The line containing "c.font = font" marks the end: output every line of the data up to it, and that line too, exactly as written.

[Dataset entries]
= = = =
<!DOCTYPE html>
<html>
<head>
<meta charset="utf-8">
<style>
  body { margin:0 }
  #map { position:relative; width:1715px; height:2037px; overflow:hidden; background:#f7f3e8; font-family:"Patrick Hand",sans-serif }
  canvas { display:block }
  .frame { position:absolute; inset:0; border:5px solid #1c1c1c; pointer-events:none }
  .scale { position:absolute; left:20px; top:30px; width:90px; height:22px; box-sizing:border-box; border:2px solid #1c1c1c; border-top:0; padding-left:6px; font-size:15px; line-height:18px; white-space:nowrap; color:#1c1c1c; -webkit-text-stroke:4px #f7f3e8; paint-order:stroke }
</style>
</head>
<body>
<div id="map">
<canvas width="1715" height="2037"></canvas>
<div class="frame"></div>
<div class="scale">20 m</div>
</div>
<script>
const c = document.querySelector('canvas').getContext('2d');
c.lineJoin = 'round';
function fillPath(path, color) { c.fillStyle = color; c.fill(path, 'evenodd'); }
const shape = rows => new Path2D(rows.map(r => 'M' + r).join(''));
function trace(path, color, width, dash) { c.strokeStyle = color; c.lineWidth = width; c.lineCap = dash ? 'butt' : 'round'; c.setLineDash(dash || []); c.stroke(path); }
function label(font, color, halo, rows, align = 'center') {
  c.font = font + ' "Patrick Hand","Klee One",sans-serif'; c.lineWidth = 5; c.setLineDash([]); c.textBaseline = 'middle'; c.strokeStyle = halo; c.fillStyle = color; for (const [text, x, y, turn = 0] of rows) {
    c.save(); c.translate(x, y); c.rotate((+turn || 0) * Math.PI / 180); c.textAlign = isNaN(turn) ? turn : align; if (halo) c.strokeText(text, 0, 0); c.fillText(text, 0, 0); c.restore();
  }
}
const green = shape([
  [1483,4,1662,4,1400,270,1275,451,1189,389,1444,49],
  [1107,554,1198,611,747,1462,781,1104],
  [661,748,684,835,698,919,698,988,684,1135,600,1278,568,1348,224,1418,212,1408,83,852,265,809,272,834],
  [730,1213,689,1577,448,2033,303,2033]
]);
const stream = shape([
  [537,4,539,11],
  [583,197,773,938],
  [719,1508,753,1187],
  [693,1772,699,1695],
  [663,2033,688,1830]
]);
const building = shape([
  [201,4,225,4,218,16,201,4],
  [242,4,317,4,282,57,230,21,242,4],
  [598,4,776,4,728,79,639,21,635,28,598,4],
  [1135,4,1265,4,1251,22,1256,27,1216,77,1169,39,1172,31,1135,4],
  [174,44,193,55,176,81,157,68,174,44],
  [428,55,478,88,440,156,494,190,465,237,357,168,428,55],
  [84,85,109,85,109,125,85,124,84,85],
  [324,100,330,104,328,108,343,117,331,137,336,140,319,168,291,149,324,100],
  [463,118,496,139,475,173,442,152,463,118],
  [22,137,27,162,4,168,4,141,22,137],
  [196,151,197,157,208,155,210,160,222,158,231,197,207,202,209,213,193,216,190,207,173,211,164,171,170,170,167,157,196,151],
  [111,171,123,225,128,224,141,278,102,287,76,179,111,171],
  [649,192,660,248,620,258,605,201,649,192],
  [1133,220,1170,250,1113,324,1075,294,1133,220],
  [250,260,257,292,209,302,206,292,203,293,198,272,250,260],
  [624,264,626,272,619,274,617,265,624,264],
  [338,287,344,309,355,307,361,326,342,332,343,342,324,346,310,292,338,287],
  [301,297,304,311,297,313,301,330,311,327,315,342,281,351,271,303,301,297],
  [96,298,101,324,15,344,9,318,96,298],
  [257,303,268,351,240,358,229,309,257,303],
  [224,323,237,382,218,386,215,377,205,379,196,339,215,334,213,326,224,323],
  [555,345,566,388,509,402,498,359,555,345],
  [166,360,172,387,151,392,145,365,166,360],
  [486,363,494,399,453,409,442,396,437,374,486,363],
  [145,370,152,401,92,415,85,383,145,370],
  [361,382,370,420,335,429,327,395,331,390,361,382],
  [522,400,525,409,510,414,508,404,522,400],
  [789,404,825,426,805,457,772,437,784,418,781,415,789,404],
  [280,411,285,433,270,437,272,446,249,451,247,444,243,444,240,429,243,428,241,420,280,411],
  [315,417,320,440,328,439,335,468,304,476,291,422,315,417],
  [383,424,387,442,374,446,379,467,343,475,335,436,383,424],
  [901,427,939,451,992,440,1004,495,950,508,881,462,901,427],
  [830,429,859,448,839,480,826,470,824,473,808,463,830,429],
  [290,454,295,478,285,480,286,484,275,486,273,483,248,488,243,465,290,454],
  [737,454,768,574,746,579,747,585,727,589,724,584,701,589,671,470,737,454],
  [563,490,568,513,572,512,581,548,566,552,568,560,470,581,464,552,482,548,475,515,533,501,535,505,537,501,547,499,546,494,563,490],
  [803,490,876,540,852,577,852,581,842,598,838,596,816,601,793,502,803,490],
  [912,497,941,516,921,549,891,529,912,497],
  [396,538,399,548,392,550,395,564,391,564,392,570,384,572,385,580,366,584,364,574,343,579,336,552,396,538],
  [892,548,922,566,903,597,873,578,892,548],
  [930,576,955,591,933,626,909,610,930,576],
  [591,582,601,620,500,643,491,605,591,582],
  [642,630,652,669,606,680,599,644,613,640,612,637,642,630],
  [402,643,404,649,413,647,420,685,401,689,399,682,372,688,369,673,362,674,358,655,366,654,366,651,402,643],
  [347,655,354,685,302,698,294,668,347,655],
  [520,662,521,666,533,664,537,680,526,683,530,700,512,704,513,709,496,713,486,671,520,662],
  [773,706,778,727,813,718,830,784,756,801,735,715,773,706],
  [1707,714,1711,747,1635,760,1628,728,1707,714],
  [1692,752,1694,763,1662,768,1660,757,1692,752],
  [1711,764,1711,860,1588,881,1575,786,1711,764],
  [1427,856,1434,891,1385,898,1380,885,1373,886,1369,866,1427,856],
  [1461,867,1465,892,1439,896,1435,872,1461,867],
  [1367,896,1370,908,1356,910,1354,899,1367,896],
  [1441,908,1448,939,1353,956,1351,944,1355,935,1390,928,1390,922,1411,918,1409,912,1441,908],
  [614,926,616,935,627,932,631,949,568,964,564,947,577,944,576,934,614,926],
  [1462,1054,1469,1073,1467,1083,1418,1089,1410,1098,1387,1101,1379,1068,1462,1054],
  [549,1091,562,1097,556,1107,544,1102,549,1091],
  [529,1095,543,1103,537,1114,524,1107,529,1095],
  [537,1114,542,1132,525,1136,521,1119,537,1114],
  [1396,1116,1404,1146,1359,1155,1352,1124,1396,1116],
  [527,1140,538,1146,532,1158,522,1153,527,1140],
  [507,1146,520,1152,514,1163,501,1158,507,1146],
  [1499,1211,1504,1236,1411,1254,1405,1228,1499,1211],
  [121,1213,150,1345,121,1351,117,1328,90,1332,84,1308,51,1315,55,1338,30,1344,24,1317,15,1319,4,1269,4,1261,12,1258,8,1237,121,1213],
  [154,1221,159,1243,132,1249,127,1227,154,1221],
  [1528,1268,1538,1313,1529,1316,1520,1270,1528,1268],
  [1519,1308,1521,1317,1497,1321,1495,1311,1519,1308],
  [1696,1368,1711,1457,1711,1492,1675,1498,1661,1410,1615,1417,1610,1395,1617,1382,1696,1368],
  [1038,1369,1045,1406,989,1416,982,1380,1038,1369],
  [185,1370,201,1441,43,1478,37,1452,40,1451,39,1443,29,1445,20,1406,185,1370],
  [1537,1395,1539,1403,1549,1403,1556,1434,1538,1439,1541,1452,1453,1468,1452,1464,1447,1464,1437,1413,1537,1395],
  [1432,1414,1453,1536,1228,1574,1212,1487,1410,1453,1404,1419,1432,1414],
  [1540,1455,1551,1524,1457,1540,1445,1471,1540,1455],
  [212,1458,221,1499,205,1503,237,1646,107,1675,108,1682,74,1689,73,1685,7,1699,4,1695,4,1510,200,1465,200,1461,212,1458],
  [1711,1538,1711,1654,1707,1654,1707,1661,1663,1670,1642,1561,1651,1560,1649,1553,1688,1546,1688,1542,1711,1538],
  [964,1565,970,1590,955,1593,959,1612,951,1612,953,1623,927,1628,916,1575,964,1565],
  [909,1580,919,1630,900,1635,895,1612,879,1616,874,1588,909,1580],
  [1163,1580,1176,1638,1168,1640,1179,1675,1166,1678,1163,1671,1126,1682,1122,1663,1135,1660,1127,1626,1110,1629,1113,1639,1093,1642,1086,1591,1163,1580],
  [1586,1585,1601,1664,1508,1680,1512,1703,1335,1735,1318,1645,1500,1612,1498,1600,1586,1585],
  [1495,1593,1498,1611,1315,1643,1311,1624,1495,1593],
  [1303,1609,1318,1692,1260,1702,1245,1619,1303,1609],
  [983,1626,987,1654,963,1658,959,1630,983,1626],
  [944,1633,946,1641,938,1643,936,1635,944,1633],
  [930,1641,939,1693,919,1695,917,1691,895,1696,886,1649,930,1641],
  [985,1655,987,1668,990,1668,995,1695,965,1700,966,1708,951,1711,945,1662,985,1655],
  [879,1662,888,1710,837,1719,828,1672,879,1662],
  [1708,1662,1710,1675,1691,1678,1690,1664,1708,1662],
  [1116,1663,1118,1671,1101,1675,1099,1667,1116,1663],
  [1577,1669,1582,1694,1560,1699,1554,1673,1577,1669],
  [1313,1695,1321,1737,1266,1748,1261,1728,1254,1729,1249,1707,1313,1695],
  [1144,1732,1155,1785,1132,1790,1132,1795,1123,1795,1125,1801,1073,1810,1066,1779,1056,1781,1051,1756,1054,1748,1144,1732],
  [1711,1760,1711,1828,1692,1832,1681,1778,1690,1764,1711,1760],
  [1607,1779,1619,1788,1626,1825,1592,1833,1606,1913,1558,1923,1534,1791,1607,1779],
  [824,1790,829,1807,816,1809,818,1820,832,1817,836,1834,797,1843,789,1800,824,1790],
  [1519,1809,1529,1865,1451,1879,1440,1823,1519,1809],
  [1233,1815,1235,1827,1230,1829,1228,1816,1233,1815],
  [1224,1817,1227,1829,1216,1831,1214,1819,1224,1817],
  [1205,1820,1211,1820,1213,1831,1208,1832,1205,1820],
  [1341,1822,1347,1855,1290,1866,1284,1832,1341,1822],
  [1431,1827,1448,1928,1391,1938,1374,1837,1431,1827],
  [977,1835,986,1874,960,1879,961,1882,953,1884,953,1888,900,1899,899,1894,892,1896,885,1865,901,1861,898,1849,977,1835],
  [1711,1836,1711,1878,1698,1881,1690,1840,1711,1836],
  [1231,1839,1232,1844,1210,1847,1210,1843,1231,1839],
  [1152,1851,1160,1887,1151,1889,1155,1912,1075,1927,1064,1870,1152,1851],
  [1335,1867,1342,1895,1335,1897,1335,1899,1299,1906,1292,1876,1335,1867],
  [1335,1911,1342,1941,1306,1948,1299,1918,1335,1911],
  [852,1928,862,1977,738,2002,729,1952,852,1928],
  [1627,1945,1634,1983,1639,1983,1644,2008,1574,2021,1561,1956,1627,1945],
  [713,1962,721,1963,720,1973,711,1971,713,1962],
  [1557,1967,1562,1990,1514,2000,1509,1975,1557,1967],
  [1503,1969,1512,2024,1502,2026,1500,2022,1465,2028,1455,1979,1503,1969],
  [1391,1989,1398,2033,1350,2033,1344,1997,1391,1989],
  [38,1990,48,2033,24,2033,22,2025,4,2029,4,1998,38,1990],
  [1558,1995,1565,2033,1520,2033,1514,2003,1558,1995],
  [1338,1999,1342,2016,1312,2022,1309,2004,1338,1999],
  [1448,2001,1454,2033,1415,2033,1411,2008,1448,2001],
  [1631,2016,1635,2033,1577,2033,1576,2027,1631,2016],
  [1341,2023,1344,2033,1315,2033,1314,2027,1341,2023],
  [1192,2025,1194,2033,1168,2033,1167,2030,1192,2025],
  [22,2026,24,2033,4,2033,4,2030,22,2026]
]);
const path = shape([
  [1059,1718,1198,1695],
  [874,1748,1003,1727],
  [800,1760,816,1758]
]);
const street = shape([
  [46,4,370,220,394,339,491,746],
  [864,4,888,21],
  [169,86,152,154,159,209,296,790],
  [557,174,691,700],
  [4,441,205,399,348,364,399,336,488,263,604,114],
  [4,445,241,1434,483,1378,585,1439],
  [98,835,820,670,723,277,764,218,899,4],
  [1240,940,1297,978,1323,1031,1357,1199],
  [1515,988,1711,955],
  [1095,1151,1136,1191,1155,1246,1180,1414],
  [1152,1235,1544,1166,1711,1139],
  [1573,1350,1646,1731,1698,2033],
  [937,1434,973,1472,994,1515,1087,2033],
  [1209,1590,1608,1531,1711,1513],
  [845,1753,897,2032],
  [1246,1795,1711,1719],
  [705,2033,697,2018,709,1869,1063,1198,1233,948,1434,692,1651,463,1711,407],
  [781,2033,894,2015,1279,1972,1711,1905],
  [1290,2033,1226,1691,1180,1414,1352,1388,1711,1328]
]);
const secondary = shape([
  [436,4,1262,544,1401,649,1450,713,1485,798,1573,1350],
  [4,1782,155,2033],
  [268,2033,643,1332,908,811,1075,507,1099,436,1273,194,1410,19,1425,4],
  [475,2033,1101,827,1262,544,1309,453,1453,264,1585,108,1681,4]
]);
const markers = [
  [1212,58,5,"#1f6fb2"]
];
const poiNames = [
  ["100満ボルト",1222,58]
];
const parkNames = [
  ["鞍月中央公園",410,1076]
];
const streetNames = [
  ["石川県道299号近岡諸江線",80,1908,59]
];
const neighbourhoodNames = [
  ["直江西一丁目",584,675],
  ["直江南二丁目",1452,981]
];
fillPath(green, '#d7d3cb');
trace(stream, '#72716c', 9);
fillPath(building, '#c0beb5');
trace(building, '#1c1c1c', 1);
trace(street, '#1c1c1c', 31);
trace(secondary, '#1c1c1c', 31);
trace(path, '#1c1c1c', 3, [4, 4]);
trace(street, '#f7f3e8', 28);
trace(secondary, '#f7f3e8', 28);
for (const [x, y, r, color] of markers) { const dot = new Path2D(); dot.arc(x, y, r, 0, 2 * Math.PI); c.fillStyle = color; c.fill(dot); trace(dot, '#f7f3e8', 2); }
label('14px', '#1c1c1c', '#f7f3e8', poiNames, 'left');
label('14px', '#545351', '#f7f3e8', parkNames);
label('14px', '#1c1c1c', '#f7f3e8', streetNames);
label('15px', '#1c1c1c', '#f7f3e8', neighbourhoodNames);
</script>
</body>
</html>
= = = =
Response -
<!DOCTYPE html>
<html>
<head>
<meta charset="utf-8">
<style>
  body { margin:0 }
  #map { position:relative; width:1715px; height:2037px; overflow:hidden; background:#f7f3e8; font-family:"Patrick Hand",sans-serif }
  canvas { display:block }
  .frame { position:absolute; inset:0; border:5px solid #1c1c1c; pointer-events:none }
  .scale { position:absolute; left:20px; top:30px; width:90px; height:22px; box-sizing:border-box; border:2px solid #1c1c1c; border-top:0; padding-left:6px; font-size:15px; line-height:18px; white-space:nowrap; color:#1c1c1c; -webkit-text-stroke:4px #f7f3e8; paint-order:stroke }
</style>
</head>
<body>
<div id="map">
<canvas width="1715" height="2037"></canvas>
<div class="frame"></div>
<div class="scale">20 m</div>
</div>
<script>
const c = document.querySelector('canvas').getContext('2d');
c.lineJoin = 'round';
function fillPath(path, color) { c.fillStyle = color; c.fill(path, 'evenodd'); }
const shape = rows => new Path2D(rows.map(r => 'M' + r).join(''));
function trace(path, color, width, dash) { c.strokeStyle = color; c.lineWidth = width; c.lineCap = dash ? 'butt' : 'round'; c.setLineDash(dash || []); c.stroke(path); }
function label(font, color, halo, rows, align = 'center') {
  c.font = font + ' "Patrick Hand","Klee One",sans-serif'; c.lineWidth = 5; c.setLineDash([]); c.textBaseline = 'middle'; c.strokeStyle = halo; c.fillStyle = color; for (const [text, x, y, turn = 0] of rows) {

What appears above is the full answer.